▶ TASK INSTRUCTIONS
Retrieve each line that contains the word "奥园广场" from the entries below.

───── PROVIDED RECORDS

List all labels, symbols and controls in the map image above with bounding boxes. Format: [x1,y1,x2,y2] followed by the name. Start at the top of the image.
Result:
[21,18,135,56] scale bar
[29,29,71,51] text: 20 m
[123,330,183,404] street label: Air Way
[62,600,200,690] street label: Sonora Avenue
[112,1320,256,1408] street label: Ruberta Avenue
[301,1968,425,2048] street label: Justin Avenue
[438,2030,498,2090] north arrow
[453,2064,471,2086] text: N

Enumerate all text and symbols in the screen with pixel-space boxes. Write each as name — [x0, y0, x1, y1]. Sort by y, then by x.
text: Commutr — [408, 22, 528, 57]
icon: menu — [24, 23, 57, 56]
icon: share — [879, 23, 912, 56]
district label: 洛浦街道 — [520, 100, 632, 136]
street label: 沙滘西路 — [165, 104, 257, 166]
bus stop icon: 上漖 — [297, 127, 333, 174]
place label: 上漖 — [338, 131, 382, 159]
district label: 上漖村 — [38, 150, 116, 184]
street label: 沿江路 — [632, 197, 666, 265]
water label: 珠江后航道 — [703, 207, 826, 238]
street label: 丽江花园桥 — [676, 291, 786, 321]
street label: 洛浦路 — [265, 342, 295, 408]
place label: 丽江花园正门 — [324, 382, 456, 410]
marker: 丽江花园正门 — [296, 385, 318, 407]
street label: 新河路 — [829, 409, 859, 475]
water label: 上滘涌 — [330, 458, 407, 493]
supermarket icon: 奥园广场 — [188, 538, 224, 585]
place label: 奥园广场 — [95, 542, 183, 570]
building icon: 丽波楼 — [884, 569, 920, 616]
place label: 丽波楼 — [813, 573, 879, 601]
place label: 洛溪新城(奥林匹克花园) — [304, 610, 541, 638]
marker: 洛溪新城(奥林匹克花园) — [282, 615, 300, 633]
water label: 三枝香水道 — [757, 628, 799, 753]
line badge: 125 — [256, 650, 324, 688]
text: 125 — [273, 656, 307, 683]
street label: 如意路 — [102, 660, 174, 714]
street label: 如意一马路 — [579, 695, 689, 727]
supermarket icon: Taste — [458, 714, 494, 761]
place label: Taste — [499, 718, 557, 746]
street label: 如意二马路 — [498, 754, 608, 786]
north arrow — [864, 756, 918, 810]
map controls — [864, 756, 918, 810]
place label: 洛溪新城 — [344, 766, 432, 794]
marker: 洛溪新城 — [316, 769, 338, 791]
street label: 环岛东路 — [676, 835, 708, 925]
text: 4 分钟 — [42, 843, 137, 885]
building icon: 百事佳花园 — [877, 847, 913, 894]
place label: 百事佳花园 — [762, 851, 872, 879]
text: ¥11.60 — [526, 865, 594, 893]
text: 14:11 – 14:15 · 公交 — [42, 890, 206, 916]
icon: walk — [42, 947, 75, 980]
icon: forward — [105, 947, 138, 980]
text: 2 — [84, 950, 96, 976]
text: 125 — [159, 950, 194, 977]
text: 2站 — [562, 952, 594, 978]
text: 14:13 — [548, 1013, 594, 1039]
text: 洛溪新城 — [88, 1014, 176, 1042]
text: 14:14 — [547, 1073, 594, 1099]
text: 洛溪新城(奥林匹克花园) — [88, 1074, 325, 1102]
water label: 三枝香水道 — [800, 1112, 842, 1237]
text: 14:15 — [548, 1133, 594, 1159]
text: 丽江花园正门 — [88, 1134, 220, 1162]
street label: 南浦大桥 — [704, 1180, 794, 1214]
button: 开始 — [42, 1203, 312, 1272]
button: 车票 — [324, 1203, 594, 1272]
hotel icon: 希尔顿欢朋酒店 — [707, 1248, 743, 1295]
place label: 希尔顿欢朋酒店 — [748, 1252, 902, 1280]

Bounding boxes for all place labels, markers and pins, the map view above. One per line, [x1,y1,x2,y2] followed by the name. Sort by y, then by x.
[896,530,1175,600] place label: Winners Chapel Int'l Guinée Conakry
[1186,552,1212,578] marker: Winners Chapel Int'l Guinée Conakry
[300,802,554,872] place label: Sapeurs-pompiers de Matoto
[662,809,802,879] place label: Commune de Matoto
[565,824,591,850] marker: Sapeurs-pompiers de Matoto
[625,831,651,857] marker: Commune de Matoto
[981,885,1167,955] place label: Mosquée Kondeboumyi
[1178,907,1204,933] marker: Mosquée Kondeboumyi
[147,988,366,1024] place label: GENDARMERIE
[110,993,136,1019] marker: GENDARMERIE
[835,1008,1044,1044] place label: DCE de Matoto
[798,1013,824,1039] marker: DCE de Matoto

──────────

▶ TASK OUTPUT
supermarket icon: 奥园广场 — [188, 538, 224, 585]
place label: 奥园广场 — [95, 542, 183, 570]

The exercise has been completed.